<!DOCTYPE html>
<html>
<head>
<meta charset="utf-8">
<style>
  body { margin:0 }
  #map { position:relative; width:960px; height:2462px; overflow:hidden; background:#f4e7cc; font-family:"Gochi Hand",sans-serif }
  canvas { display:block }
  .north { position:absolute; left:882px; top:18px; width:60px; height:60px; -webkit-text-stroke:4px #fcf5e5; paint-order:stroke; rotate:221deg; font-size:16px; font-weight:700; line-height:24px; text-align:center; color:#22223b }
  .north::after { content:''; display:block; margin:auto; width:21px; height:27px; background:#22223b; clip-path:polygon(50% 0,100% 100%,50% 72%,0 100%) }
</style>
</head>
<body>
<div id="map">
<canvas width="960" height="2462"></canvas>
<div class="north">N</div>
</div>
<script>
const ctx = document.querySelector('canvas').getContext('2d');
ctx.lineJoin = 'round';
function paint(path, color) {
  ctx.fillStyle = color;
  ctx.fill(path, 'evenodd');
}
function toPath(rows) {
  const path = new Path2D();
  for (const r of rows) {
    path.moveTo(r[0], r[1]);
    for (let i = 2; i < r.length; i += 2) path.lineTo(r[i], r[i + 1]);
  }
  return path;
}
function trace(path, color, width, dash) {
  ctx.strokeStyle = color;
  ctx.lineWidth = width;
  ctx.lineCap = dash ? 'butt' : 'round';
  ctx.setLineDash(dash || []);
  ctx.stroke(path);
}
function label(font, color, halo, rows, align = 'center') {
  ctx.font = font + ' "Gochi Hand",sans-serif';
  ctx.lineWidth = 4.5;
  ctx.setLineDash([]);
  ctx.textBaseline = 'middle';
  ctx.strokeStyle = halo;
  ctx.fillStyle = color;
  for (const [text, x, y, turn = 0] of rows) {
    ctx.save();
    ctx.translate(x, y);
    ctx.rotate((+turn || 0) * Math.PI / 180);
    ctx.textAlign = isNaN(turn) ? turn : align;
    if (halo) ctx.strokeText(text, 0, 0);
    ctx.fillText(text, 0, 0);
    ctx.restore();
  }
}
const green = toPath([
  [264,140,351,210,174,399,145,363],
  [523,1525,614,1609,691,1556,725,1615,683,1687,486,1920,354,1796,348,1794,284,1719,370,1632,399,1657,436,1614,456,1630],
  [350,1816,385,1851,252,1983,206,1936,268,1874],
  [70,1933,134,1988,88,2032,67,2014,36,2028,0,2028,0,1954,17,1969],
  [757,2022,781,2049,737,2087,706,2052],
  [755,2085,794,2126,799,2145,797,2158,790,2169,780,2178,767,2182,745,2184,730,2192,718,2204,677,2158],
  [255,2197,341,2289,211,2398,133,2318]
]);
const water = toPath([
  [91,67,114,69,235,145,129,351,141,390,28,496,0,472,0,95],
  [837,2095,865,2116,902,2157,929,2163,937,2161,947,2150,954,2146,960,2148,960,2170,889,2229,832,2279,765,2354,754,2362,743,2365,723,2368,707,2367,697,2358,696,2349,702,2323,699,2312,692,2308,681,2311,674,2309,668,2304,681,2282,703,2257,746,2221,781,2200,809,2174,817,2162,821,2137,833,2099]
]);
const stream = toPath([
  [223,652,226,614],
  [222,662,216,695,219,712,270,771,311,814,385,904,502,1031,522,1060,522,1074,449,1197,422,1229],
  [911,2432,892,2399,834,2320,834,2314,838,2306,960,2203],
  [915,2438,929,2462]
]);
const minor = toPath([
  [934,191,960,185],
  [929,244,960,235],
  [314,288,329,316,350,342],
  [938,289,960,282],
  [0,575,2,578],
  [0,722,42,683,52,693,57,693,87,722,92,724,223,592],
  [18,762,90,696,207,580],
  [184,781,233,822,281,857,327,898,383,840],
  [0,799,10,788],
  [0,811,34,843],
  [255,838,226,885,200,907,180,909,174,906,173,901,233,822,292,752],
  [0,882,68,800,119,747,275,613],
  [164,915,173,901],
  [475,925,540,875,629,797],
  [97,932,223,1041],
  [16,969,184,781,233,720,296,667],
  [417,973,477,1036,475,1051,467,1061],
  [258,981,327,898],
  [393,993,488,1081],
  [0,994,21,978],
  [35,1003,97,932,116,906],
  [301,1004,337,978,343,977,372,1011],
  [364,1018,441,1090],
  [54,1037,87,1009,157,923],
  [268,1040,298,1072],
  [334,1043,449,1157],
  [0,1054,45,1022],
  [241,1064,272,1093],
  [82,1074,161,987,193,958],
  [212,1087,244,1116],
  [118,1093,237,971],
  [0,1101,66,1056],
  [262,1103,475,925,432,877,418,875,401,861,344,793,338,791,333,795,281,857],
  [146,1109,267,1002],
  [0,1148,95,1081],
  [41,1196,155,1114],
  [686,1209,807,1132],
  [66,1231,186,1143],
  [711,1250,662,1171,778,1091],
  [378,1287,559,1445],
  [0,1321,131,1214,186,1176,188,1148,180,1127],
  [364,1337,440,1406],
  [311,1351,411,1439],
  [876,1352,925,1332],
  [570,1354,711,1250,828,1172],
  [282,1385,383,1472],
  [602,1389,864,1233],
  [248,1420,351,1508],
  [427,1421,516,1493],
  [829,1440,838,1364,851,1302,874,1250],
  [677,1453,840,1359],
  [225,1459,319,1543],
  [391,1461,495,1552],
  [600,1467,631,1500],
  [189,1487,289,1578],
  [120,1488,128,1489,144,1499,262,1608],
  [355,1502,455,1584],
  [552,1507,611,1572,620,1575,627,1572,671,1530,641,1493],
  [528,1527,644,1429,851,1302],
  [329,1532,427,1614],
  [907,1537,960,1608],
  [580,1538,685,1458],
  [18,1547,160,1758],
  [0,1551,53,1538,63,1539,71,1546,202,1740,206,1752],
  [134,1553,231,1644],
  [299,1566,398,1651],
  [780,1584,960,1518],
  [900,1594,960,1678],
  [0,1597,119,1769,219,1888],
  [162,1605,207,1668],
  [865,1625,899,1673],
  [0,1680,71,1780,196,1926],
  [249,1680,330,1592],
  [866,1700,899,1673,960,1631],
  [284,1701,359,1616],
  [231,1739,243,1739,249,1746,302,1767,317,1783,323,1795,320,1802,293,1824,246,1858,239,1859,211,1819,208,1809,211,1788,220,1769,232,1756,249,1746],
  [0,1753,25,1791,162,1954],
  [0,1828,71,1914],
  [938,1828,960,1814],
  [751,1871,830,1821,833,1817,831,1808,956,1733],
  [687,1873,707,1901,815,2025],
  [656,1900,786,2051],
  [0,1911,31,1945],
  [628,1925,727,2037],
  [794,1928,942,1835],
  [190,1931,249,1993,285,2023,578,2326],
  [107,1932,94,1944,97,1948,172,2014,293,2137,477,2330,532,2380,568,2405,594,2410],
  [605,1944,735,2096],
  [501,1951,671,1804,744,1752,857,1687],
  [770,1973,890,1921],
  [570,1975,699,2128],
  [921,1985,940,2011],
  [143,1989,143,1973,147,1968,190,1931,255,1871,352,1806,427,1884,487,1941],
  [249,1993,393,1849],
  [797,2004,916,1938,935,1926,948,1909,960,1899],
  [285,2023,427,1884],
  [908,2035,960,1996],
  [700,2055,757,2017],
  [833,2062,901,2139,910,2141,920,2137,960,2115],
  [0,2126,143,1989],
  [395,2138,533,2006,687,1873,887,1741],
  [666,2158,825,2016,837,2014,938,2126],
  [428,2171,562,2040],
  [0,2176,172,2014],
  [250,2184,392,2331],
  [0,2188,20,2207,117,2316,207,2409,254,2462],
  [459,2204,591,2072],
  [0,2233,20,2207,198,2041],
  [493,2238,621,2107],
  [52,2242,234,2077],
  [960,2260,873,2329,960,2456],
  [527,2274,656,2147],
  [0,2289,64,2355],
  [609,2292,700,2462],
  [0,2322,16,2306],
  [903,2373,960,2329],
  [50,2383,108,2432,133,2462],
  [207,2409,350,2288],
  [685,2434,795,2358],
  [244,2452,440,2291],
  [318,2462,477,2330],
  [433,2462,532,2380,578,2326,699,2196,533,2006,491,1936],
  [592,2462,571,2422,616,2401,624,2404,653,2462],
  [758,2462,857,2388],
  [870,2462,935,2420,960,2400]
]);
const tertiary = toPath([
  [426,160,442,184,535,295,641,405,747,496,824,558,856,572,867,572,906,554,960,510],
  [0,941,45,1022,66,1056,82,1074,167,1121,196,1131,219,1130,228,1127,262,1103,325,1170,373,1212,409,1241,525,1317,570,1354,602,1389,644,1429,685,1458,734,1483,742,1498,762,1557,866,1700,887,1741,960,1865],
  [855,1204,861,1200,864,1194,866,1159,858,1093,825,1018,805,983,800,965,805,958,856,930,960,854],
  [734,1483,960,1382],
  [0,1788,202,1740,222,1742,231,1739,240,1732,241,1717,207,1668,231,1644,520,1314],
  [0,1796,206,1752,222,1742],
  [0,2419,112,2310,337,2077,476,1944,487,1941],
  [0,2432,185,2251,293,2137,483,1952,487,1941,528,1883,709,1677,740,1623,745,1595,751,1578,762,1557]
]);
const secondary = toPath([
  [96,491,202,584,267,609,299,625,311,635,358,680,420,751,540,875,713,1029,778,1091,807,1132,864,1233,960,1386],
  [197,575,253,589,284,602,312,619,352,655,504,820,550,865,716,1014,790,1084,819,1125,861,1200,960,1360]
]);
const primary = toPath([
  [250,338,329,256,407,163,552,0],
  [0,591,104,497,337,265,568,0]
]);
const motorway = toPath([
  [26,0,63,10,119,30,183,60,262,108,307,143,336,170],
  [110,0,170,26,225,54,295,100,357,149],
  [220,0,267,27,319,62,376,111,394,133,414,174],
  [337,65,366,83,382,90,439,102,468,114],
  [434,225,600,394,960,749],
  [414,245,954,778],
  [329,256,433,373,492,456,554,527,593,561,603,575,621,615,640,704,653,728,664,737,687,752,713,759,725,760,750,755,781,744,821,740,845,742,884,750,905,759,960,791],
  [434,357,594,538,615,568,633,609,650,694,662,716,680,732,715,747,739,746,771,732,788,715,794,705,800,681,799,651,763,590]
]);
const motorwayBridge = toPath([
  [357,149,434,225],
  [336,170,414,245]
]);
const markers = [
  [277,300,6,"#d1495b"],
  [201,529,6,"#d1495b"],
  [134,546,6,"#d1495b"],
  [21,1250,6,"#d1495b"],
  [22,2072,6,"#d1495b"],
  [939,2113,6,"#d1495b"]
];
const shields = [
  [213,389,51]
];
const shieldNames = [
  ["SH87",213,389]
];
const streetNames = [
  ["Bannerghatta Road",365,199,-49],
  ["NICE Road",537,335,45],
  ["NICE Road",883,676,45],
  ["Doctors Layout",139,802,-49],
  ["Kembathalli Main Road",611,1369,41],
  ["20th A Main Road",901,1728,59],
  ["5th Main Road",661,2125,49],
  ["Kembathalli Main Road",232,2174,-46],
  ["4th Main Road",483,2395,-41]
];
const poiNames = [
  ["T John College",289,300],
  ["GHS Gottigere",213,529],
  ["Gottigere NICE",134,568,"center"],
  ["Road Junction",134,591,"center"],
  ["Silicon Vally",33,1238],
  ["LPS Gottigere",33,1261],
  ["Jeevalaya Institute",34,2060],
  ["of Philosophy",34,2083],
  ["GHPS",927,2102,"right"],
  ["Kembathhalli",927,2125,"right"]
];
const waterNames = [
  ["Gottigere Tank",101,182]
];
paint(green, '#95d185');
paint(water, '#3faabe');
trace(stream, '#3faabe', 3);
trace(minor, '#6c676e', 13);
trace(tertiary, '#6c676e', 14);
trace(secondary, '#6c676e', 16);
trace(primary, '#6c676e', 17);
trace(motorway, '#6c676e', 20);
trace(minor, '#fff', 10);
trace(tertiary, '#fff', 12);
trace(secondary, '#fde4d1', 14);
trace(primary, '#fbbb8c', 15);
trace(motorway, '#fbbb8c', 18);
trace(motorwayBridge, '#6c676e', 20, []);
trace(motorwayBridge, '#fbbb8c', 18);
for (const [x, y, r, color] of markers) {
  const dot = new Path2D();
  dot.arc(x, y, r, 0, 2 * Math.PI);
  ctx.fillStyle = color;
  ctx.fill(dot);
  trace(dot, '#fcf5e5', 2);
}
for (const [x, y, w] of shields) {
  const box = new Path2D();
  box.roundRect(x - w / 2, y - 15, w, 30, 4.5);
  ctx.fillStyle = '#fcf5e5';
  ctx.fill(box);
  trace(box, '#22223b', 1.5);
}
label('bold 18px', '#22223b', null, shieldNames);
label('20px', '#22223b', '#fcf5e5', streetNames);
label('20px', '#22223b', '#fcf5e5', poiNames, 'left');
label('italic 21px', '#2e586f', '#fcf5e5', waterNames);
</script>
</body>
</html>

Directions for this task —
Output the data exactly, from the first line through the line that holds "position:absolute; left:882px; top:18px;", so that no later line appears.

Exercise response —
<!DOCTYPE html>
<html>
<head>
<meta charset="utf-8">
<style>
  body { margin:0 }
  #map { position:relative; width:960px; height:2462px; overflow:hidden; background:#f4e7cc; font-family:"Gochi Hand",sans-serif }
  canvas { display:block }
  .north { position:absolute; left:882px; top:18px; width:60px; height:60px; -webkit-text-stroke:4px #fcf5e5; paint-order:stroke; rotate:221deg; font-size:16px; font-weight:700; line-height:24px; text-align:center; color:#22223b }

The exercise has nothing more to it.